Pudera. Ele fez um livro de História Natural sobre os impulsos
biológicos que na noite dos tempos produziran homens alcançar antílopes e
outras criaturas prodigiosamente lépidas, graças à soma de persistência
com vontade de vencer. Tudo em que ele bota o olho fica interessante –
sejam rãs, moscas, besouros, vespas, aranhas, a disputa acirrada entre
insetos pelo espólio de corpos em decomposição ou o padrão metódico com
que os pica-paus de peito amarelo picotam, ano após ano, a casca branca
das bétulas, para lhes sugar a seiva açucarada.Estudando mamangás,
demonstrou em outro livro que essas abelhas corpulentas poupam energias
com o tino de verdadeiros economistas, para se manter mais quentes que o
ar à sua volta. E, futricando a vida social dos corvos, provou que eles
raciocinam e fazem escolhas conscientes.
|
Henrich, ainda por cima, escreve com a desenvoltura de quem acha a coisa
mais natural do mundo pular, em poucas linhas, de esquemas cosmológicos
sobre a inclinação do eixo terrestre que aquece o hemisfério norte,
virando-os três meses por ano para o lado do sol, para uma citação de
“Here comes the sun”, de George Harrison – o estribilho completo, com o
“da-da-di-da-da” e tudo. Seu novo livro, este “Mundo do Verão”, mal
saído do prelo nos Estados Unidos, portanto ainda longe da língua
portuguesa, é exatamente o que diz o título: o mundo visto do fundo de
seu quintal, nas florestas do Maine, entre os verões de 2005 e 2009, na
estação em que animais e plantas aproveitam o maná de fótons que cai do
céu para crescer e multiplicar-se.
Embora as explorações de novos continentes no século 19 tenha associado
para sempre a imagem dos naturalistas as grandes viagens exploratórias
pelos confins mais exóticos do planeta, a curiosidade científica que
Henrich aplica a criaturas e lugares supostamente banais tem
antepassados ilustres. Foi assim, literalmente nos jardins provençais de
sua casa no sul da França, que nasceram no século XIX os livros de
Jacques Henri Fabre, o padroeiro dos estudos sistemáticos da vida íntima
de insetos. O próprio Charles Darwin não passou o resto da vida, como
parece, ruminando os troféus de seus cinco anos de viagem a bordo do
Beagle. Seu último livro trata da influência das minhocas na paisagem
inglesa. É uma típica – e fascinante – produção caseira.

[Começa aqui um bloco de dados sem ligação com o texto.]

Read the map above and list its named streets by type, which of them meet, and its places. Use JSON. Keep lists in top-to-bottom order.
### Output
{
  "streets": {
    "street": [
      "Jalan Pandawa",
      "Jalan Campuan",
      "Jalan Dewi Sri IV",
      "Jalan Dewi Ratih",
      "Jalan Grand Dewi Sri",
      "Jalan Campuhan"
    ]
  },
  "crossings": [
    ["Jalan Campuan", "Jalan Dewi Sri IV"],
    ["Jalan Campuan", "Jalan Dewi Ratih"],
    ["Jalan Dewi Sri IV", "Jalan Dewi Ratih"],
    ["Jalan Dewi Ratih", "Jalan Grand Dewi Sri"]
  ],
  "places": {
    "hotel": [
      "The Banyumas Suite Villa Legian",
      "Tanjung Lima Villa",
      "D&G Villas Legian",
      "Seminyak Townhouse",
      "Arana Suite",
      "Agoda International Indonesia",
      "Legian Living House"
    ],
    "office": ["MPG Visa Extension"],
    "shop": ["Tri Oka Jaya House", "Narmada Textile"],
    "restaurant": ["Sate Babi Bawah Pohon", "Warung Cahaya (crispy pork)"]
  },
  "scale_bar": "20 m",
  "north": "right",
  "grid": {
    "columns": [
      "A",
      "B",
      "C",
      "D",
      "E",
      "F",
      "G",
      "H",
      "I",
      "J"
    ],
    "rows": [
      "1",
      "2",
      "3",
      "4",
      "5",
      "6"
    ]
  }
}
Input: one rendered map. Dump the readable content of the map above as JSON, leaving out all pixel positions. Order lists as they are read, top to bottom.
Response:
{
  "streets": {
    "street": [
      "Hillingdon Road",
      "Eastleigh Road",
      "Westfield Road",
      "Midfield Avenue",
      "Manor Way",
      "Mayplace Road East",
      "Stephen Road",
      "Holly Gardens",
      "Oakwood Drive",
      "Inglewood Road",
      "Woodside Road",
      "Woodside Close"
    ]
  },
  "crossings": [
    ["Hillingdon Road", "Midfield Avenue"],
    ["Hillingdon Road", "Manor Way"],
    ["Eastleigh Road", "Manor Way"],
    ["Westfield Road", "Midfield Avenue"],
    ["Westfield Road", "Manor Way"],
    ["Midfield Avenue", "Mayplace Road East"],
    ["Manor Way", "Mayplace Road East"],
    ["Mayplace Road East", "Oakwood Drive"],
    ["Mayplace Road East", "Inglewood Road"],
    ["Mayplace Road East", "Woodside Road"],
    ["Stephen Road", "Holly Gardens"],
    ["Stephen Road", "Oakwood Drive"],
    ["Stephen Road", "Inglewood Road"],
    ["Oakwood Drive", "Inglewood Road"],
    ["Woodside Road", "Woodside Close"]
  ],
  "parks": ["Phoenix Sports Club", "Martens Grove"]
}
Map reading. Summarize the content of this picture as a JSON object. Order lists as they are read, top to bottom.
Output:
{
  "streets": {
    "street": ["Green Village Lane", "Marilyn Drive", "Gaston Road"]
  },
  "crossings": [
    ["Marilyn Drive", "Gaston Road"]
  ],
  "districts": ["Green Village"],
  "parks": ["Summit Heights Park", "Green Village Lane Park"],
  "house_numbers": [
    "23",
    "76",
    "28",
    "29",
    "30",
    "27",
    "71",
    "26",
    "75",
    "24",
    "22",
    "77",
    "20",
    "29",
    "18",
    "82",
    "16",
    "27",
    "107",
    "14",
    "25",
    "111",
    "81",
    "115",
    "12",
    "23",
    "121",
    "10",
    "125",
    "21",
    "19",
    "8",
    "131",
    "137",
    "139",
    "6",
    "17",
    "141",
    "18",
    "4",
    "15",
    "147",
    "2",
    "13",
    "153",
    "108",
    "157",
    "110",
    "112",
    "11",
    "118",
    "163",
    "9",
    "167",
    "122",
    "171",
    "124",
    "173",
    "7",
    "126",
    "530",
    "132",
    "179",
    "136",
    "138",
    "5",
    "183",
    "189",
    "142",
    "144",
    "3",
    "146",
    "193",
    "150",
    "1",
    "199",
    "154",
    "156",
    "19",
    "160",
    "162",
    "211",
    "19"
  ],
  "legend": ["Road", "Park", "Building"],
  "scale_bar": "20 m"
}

Mas Heinrich tem, a seu favor, um pendor à primeira vista contraditório
para olhar para perto e enxergar longe. Só um fundista como ele para
contar, como aventura épica, a migração do
Archilochus colubris.
O beija-flor do papo rubi, genuíno cidadão dos trópicos, uma vez por
ano desembarca nos bosques norte-americanos, para acasalar-se e criar
filhotes. O macho dessa espécie pesa cerca de três gramas. Bate as asas
até 60 vezes por segundo. E, ao migrar, atravessa de ida e volta o golfo
do México, voando sobre quase mil quilômetros de água a 55 quilômetros
por hora. São, portanto, em velocidade de cruzeiro, 17 horas sem
reabastecer, costeando o limite da inanição. Eis uma narrativa de viagem
para Amyr Klink nenhum botar defeito.
Com a mesma ligeireza, Henrich transita entre decomposição de um peru
selvagem caçado por coiotes na vizinhança de sua casa para a
correspondência com um ex-aluno que, desenganado pelos médicos,
escreveu-lhe solicitando o favor de deixar seu corpo apodrecer ao
relento nas terras do professor. Segundo explica, aos “cuidados de
moscas, besouros” e outros “celebrantes da renovação”, capazes de
conduzi-lo à única forma de imortalidade em que acredita – a do
reaproveitamento natural das fontes de vida.